Dataset items
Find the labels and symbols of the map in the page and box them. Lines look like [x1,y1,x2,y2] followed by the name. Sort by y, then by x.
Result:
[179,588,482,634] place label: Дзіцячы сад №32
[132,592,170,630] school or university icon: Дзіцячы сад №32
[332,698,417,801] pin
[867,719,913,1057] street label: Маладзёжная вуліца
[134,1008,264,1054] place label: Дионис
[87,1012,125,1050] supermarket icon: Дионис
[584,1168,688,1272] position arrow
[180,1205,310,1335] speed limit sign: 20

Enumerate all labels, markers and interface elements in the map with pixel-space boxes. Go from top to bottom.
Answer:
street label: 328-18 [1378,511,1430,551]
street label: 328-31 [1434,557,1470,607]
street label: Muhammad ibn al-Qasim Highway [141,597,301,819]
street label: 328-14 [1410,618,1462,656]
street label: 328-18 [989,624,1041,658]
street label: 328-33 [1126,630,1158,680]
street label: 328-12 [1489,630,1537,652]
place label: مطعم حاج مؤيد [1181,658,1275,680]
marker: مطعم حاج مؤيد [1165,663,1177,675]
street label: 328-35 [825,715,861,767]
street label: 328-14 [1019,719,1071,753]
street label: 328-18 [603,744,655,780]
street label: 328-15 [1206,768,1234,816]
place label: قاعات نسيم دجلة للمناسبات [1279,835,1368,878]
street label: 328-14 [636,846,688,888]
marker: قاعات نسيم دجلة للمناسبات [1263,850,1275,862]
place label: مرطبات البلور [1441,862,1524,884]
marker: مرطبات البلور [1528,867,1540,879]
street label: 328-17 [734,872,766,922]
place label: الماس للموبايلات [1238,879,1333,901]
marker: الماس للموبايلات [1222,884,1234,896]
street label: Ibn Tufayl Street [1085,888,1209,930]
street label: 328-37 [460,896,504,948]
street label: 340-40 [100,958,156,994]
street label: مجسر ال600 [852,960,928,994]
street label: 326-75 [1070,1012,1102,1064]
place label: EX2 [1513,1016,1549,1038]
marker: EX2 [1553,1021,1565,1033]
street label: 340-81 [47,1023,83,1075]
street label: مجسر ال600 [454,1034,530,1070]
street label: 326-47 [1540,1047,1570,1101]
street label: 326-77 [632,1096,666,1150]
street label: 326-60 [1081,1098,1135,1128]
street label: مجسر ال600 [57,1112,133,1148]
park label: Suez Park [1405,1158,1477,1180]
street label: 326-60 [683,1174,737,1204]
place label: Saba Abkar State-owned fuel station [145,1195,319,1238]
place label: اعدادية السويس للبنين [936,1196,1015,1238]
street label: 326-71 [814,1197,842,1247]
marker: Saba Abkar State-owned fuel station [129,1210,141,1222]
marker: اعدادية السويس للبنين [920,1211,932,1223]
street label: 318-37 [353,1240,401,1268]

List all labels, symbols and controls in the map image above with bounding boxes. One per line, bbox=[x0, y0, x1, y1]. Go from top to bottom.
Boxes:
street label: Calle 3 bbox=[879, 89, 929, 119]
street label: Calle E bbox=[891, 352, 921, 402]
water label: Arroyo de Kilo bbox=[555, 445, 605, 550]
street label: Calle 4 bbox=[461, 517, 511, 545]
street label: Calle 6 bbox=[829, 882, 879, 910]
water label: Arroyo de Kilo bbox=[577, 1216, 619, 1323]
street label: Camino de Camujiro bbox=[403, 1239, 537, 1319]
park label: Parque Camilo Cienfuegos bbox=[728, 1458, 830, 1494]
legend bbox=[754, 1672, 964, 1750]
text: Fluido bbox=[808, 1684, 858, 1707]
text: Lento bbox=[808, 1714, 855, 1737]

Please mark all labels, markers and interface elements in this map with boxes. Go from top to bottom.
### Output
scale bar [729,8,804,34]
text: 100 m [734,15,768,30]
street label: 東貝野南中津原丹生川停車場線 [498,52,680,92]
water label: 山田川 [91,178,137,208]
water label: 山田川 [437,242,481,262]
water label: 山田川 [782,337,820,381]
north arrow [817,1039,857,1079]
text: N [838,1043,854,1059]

Problem to work on
What should appear is an exact copy of the lines from the one with "List all labels, symbols" through the end of the entries above, ends included, and no other text.

Solution for this problem
List all labels, symbols and controls in the map image above with bounding boxes. One per line, bbox=[x0, y0, x1, y1]. Go from top to bottom.
Boxes:
street label: Calle 3 bbox=[879, 89, 929, 119]
street label: Calle E bbox=[891, 352, 921, 402]
water label: Arroyo de Kilo bbox=[555, 445, 605, 550]
street label: Calle 4 bbox=[461, 517, 511, 545]
street label: Calle 6 bbox=[829, 882, 879, 910]
water label: Arroyo de Kilo bbox=[577, 1216, 619, 1323]
street label: Camino de Camujiro bbox=[403, 1239, 537, 1319]
park label: Parque Camilo Cienfuegos bbox=[728, 1458, 830, 1494]
legend bbox=[754, 1672, 964, 1750]
text: Fluido bbox=[808, 1684, 858, 1707]
text: Lento bbox=[808, 1714, 855, 1737]

Please mark all labels, markers and interface elements in this map with boxes. Go from top to bottom.
### Output
scale bar [729,8,804,34]
text: 100 m [734,15,768,30]
street label: 東貝野南中津原丹生川停車場線 [498,52,680,92]
water label: 山田川 [91,178,137,208]
water label: 山田川 [437,242,481,262]
water label: 山田川 [782,337,820,381]
north arrow [817,1039,857,1079]
text: N [838,1043,854,1059]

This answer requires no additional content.